Полностью мои сантименты. Рэйми либо полоумный, либо гений, и меня вообще никогда не интересовало даже попытаться разобраться, кто он именно.

— Все в порядке, Рэйми? Заходи.

Он ввалилися в дежурку. Затем Рэйми исследовал раздевалки и душевые с тщательностью, сделавшей бы честь самому бдительному Парковому Проверяющему. Он вернулся в дежурку, взял книгу о Матери Терезе, удивленно вскинул брови, повертел ее в руках и швырнул обратно на стол.

— Техника есть? — спросил он.

— Да... то есть я имею в виду, нет. Не при мне, типа.

— Хочешь вмазаться?

— Ну, нет на самом деле, я имею в виду, я, как бы работаю, ну... да, но просто чуть-чуть, типа...

Он приготовил немного геры и я втерся, используя его технику. Я начал много думать о плавании, и о рыбе. О пределах свободы, которой они располагают — две трети поверхности земли и все такое.
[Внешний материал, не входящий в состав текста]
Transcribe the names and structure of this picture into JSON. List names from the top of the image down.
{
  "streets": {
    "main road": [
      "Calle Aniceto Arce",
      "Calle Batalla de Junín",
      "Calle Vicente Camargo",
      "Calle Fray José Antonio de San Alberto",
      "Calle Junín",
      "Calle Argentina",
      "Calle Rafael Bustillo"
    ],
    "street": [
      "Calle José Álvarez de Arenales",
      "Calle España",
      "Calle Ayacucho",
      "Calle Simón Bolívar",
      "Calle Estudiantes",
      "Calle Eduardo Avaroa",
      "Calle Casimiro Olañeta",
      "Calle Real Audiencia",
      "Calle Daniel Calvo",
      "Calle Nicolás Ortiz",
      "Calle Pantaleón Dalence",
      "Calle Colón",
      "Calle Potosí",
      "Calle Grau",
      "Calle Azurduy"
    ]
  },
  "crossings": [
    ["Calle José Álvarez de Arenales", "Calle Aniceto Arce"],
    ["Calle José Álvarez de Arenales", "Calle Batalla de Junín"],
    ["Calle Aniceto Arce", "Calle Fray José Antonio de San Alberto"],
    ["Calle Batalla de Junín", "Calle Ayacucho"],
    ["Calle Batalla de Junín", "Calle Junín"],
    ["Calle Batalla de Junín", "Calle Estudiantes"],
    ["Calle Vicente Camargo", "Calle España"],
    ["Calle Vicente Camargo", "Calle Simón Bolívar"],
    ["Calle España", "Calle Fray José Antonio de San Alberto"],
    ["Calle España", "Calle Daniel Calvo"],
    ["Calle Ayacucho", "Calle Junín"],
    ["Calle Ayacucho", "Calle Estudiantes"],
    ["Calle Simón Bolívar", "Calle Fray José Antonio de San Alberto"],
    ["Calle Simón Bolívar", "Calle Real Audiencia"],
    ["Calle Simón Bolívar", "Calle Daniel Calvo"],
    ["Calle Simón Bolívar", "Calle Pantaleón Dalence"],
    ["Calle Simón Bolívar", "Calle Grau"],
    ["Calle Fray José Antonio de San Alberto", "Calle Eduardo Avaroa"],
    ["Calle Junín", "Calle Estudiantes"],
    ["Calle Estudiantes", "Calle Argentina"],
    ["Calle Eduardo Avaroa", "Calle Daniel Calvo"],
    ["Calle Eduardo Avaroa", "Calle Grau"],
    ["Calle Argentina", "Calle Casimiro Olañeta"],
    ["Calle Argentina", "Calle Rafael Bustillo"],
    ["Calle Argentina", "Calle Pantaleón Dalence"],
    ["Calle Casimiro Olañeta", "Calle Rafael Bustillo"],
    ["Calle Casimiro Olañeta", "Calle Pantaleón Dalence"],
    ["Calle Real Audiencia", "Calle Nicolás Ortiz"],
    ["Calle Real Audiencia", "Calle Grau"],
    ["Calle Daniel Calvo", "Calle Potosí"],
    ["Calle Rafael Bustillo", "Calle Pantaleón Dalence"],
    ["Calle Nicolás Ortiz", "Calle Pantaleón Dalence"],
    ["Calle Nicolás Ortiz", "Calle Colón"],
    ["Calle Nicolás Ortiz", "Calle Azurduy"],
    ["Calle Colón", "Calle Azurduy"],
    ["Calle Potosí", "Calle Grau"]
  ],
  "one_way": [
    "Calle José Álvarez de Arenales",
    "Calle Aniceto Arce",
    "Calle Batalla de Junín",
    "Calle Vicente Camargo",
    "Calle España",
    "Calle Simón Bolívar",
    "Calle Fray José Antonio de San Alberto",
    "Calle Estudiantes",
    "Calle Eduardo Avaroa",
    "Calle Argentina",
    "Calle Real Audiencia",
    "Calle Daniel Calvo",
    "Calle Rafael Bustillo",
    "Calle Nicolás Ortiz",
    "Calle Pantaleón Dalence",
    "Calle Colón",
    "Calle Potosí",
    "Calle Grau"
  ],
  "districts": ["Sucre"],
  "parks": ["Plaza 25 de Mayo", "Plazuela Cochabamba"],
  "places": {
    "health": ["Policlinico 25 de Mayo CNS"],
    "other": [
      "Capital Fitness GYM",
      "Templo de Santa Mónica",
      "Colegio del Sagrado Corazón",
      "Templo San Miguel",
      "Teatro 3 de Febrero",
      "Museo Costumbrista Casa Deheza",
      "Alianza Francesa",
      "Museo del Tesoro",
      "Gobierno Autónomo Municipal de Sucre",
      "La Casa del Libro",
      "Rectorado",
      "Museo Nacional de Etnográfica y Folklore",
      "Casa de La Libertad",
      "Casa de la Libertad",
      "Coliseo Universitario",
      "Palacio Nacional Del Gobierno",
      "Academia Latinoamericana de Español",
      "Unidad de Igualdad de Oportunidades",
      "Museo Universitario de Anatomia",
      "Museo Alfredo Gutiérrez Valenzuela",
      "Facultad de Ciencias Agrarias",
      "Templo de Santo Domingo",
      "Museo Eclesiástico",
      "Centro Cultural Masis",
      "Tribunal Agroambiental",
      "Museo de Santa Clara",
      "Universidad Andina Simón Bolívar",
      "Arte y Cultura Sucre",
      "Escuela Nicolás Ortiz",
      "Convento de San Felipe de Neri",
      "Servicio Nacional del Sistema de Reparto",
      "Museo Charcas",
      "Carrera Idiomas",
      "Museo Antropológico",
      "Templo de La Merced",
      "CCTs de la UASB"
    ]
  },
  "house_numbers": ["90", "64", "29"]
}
Следующее, что я осознал: передо мной стоял Акула. Рэйми исчез.

— Ключи, — рявкнул он.

Я поглядел на него затуманенными глазами. Я чувствовал, как будто мое тело было коридором, а Акула был дверью в его противоположный конец. Какого черта он имел в виду? Ключи?

Ключи.

Ключи.

Мать Тереза и дети Калькутты. Накормить весь мир.

Ключи.

Ключи открывают двери. Ключи запирают двери.

Ключи.

Звучало клево.

— Ключи.

— У тебя они вообще есть? Ключи? — спросил он. — Давай, сынок, время закругляться. У тебя, что, нет дома, куда можно пойти?

Я начал вынимать ключи из моего кармана, не мою связку, которую я сделал, а их связку. Неужели у меня нет дома, куда пойти?

Мама, где ты?

— Это мой дом, — заявил я ему.

— Ты не в себе, приятель. Ты выпил? — он придвинулся ближе посмотреть, сможет ли он учуять что-нибудь в моем дыхании. Он выглядел озадаченным, но вглядывался глубже в мои глаза. — Тебя несет, как чертова бумажного змея, сынок. На чем ты? Ты на этой травке? На чем ты?

Я на планете Земля. Мы все. Все жалкое земное отребье. Я, Акула, Мать Тереза, Сатклифф... Я протянул ему ключи.

— Господи Боже! Ты даже не можешь говорить, да?

Иисус Христос. Еще один землянин. Это планета Земля. Акула и я; человеческие жизнеформы, существующие на одной и той же планете в этой вселенной. Оба особи доминирующего вида на планете Земля. Люди устроили всякие разные структуры, организации, чтобы управлять нашими жизнями на этой планете. Церкви, нации, корпорации, общества, и все такое дерьмо. Одна из подобных структур — муниципалитет. Внутри его сферы отдых и развлечения, часть которых — Парковая Служба. Человек, известный как Акула (гуманоид, соотнесенный членами его собственной особи с названием других существ, сообразно осознаваемой ими его сходности с их видом и поведением), и я сам заняты в экономической деятельности этого образования. Нам платят наши крохи, чтобы поддерживать структуру человеческого общества. Наша роль маленькая, но неотъемлемая часть мистического и дивного целого.

— Мы должны играть роль...

— Что? Что такое?

— Играть роль в поддержании человеческого общества...

— Ты не в себе, сынок, чертовски не в себе! На чем ты?

Акула. Океан для плавания, целый океан. Две трети поверхности этой планеты для странствий. Более того, он мог плавать на разных уровнях, так что возможности почти безграничные. Бесконечный выбор в океане, и это существо вышло на землю, пришло на маленький клочок суши, который я занимал. Я не мог вынести соседства с этим созданием. Я пошел мимо него, прочь из дежурки, прочь из этого парка.